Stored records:

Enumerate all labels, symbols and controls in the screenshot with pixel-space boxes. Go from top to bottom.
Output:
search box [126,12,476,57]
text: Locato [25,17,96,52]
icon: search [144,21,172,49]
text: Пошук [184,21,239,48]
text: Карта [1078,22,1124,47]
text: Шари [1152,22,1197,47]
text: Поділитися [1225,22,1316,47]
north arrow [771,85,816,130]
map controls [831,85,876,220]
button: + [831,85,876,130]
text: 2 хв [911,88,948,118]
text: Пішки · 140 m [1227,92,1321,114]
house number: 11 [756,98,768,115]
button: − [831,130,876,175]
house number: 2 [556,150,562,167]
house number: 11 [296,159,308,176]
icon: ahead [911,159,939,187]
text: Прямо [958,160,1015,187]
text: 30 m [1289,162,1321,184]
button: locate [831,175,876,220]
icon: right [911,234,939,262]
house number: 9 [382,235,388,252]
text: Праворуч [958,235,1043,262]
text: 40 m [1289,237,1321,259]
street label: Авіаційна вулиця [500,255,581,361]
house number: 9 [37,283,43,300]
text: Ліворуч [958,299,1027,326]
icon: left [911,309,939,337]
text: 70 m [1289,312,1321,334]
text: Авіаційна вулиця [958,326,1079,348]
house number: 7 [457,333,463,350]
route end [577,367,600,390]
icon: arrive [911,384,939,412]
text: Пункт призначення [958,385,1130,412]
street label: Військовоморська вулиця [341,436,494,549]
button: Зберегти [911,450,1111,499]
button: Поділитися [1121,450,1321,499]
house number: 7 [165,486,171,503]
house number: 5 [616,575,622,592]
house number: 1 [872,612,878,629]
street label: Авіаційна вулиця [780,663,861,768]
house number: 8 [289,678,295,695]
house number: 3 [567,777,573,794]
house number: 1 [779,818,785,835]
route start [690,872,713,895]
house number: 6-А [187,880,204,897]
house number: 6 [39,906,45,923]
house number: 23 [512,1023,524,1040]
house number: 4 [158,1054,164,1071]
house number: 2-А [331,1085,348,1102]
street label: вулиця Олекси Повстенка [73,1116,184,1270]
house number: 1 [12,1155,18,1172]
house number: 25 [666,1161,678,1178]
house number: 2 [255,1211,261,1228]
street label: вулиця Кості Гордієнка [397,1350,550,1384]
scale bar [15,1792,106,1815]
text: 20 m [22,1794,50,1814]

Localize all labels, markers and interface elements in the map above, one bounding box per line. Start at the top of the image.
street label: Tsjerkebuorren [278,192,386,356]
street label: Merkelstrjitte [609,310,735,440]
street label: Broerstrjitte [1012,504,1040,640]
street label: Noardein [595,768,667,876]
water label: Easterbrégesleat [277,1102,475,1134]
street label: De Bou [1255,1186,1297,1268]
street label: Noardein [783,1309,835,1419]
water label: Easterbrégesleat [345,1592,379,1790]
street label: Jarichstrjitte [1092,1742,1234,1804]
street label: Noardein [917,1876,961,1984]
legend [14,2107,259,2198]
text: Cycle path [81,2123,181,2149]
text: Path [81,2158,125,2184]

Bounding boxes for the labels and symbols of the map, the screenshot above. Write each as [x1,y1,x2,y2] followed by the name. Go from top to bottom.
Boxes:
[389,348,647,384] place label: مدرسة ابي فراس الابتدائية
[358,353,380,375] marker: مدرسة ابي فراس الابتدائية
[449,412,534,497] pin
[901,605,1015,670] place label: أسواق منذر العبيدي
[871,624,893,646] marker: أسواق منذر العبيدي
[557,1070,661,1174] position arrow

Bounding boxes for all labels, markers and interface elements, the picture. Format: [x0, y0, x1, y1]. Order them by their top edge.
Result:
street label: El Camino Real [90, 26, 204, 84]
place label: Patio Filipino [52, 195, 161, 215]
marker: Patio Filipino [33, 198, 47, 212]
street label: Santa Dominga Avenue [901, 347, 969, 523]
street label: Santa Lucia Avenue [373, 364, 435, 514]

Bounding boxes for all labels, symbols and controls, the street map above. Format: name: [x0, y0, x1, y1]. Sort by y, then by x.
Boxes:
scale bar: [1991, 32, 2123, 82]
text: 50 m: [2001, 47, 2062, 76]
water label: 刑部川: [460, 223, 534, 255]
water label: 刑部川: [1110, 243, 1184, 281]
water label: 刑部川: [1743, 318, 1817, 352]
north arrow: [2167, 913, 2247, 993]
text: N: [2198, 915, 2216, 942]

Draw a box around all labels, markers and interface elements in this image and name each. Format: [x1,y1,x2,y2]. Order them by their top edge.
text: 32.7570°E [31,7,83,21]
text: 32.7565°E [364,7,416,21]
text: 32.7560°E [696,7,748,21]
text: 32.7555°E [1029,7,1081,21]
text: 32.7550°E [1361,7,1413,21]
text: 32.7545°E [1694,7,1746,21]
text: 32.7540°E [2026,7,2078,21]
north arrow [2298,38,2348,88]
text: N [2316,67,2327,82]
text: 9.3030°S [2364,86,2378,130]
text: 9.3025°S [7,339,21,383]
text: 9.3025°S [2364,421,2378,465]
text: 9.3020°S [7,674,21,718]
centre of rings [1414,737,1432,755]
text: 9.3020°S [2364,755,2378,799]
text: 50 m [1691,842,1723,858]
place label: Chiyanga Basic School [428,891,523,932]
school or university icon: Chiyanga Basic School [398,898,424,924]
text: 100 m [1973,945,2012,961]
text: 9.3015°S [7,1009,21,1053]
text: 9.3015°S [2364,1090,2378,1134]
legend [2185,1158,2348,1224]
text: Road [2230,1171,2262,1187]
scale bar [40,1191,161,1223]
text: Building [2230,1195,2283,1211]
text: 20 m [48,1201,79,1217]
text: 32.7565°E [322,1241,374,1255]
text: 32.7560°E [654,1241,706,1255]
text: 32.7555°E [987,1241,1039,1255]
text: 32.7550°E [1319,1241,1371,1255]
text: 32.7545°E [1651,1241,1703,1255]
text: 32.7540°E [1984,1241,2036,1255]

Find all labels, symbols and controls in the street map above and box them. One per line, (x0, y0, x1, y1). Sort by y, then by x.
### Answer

Work instruction:
Once a line of the records is found to contain "Sort", copy it out.

Answer for the task:
Bounding boxes for all labels, symbols and controls, the street map above. Format: name: [x0, y0, x1, y1]. Sort by y, then by x.
Find all labels, symbols and controls in the street map above and box them. One per line, (x0, y0, x1, y1). Sort by y, then by x.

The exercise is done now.